Based on your question, I am assuming that the mortgage you really have is a five-year arm. This means that your interest rate is fixed for five years and adjusts periodically thereafter. In order to find out what will happen, you need to know a few things. Most of them are described in the note. I'll go through them one by one.
The first thing, which you already know, is the period for which the loan is fixed. In your case, you say it is five years.
The second thing you need to know is the adjustment period. Usually this period will be either one year or six months. That means that in the case of a five-year ARM, your rate will adjust at the end of five years and every six months or one year thereafter, depending on the adjustment period described in your note. A five-year ARM that adjusts yearly is typically referred to as a 5/1 ARM. One that adjusts every six months is referred to as a 5/6 ARM.
The next thing you'll need to find out is the formula described in your note for
calculating the interest rate. Usually this formula is very simple: index plus margin. The index is an interest rate which is objectively determinable, well-known, and published. One such index is
LIBOR (London Interbank Offering Rate), the rate at which banks lend money to each other in the London market. Another index is the
MTA, which is the 12 month average of the monthly average yields of U.S. Treasury securities adjusted to a constant maturity of one year. The margin is a constant that gets added to the index to get the rate. So, if the index at the time your interest rate is going to adjust stands at 4% and the margin is 2%, your interest rate would be 6%.

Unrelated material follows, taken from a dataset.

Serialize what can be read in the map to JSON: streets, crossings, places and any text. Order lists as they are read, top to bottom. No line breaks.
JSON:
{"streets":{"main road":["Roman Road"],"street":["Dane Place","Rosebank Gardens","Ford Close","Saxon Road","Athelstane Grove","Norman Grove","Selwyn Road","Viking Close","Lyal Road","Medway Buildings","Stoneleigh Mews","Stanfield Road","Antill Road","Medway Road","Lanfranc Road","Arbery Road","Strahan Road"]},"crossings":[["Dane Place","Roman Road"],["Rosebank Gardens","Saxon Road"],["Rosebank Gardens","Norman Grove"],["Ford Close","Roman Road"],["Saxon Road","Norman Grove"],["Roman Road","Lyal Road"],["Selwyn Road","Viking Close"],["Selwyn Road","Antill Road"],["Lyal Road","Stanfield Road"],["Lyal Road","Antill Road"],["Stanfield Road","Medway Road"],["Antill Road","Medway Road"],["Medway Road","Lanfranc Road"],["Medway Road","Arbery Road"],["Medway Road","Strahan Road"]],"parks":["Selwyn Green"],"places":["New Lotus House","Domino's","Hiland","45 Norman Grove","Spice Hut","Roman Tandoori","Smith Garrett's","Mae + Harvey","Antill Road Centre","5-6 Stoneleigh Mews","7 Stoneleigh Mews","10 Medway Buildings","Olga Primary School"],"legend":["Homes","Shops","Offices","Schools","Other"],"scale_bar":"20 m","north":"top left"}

The last thing you need to know is the rate cap structure. The rate cap structure tells you the most your interest rate can go up on the first adjustment, for every adjustment thereafter and the maximum the rate can go up over the life of the loan. For an in-depth explanation of rate-caps, take a look at the article I wrote on the subject which you can find here.
When calculating your new interest rate, be sure to read your loan documents to find out all of these factors. While it may be true that most five-year arms are written with a 5/2/6 rate cap structure nowadays, for example, it does not mean that it was necessarily so when you got your loan. Only a careful reading of your loan papers will tell you for sure.